Morrison´s cool smile. You had to believe it when you saw it.

"Yeah?" The fist
unclenches, the arm comes down. Guy has to think about it. Has a tattoo on his right arm that
says "Born to Raise Hell."

Biker gives the
room a once-over. No thanks for imaginary services rendered, just suspicious as hell. "Where's
this guy at now?"

Morrison's vague
gesture. "He got pissed off and went outside. Maybe he's waiting for her to come out. You should
have heard the stuff he was saying about your old lady!"

"Son of a bitch!"
says the biker, and he pushes past us, almost knocking us over. Western gunslinger rage, arms
knotting up like pythons, he storms out of the room. A real meat mind, a territorial
stomper.

"You lied," says
the chick. Not too bright, this chick.

Morrison shrugs.
"Didn't you see the guy? Didn't you hear what he said about you?"

The chick frowns,
brain stretched to the limit, al­ready confused. "What guy?"

Even rushed a
million miles up, I am picking up his game.
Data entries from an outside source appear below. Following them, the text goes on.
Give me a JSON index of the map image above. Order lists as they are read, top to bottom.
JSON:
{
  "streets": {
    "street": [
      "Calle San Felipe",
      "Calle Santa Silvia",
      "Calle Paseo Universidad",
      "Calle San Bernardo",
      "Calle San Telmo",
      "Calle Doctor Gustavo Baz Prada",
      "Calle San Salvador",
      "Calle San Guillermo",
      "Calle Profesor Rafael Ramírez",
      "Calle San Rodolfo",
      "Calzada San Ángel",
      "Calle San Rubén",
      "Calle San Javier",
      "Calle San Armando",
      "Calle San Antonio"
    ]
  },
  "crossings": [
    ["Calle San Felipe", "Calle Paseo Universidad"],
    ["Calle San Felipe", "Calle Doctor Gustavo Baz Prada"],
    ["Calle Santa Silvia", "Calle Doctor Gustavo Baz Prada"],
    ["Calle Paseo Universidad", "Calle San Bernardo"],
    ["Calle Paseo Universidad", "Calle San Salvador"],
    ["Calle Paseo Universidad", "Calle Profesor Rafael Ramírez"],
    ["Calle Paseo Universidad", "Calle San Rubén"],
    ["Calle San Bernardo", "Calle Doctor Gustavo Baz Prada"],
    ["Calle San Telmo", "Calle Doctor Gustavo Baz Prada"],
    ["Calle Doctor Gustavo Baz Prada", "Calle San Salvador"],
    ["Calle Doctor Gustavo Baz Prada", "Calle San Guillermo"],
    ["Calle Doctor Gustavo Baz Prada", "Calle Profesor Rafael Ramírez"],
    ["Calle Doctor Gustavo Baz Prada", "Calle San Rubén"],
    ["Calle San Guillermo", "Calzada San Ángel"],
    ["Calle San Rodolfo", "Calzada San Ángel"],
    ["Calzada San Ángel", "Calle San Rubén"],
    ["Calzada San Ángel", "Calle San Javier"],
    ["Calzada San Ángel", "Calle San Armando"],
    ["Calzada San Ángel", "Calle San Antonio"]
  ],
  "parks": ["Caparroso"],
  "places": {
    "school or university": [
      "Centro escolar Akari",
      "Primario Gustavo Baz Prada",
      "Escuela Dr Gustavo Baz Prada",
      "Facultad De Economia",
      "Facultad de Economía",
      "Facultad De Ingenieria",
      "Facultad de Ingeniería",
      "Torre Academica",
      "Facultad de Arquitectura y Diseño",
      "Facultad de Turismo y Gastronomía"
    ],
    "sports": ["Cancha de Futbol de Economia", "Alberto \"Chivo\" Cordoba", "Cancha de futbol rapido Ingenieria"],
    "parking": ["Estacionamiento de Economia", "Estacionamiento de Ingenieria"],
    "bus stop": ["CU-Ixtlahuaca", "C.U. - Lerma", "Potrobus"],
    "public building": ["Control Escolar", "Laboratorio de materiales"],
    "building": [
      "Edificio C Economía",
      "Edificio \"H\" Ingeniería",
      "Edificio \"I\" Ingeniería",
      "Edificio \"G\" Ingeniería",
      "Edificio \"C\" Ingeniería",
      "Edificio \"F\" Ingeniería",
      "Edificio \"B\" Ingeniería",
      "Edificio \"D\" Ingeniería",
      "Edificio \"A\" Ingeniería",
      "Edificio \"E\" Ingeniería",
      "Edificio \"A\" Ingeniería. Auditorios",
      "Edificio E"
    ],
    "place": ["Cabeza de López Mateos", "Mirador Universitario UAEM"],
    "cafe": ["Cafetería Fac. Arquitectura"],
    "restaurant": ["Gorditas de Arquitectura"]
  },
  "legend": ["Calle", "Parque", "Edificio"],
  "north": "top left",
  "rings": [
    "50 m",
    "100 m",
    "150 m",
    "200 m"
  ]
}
Funny trip. Strange guy.

Morrison,
self-assured, as if he believes it himself:

"Man, this guy was
practically slobbering in your panties. We kept shoving him away. He was really wasted, you know.
Like out of it completely. Just fucking insane."

"But I didn't see
nobody. I didn't hear nobody say nothing." The chick looks a little worried. Definitely feels
cheated, like something interesting happened and she was smelling her armpit and missed
it.

She believes him.
Amazing.

I nod.
"'Strue!"
The words are hard to get out at first. This tripped out, this wrecked, you have
to keep talking or you lose your tongue. "It's... true. Said he was gonna suck your armpits til
they bled. Should have heard him... him. Was gonna... was gonna rip your tits off with a can
opener."

Where I'm at, in
my drug dream a million miles out and fading fast, it even begins to seem real to me.

Chick looks at us
both. We're both pretending to be angels.

Then, incredibly,
she reaches out to each of us to shake hands.

Very formal, like
a cocktail waitress in church. "Thank you so much I am sure I hope he catches the bastard."
Idiotic smile.

The three of us
shake hands awkwardly, like three unfrocked businessmen meeting for lunch in a toilet in a
Mexican cathouse.

"Unholy
communion," mutters Morrison, catching the absurdity of it all, bowing from the waist.

"Gotta go see if
my old man is all right. Was very nice talking to you, I am sure." She retracts her claws,
rearranges the molecules in her legs and splits.

We watch her go,
suddenly co-conspirators in a Ro­man plot to squeeze the juice from the daughters of Caesar,
whatever that means.

I nod gratitude
and add the clever line, "You saved me from the mad biker who goes bump in the night."

"It was a newly
coined chance to go mad and swal­low my brain."

"What?"

"The pleasure was
all mine," says Morrison.

I say, "Oh! Uh,
well, we both saved each other from a social disease. We're lucky."

"We're even," says
Morrison, "except you're peak­ing to glory and I'm pilled and not even a little bit off. Think I
got burned."

Curious, I ask,
"What you supposed to be doing?"

"Supposed to be
mescaline. Brown mesc. That's what the asshole said. Got nothing. Probably drugstore
vitamins."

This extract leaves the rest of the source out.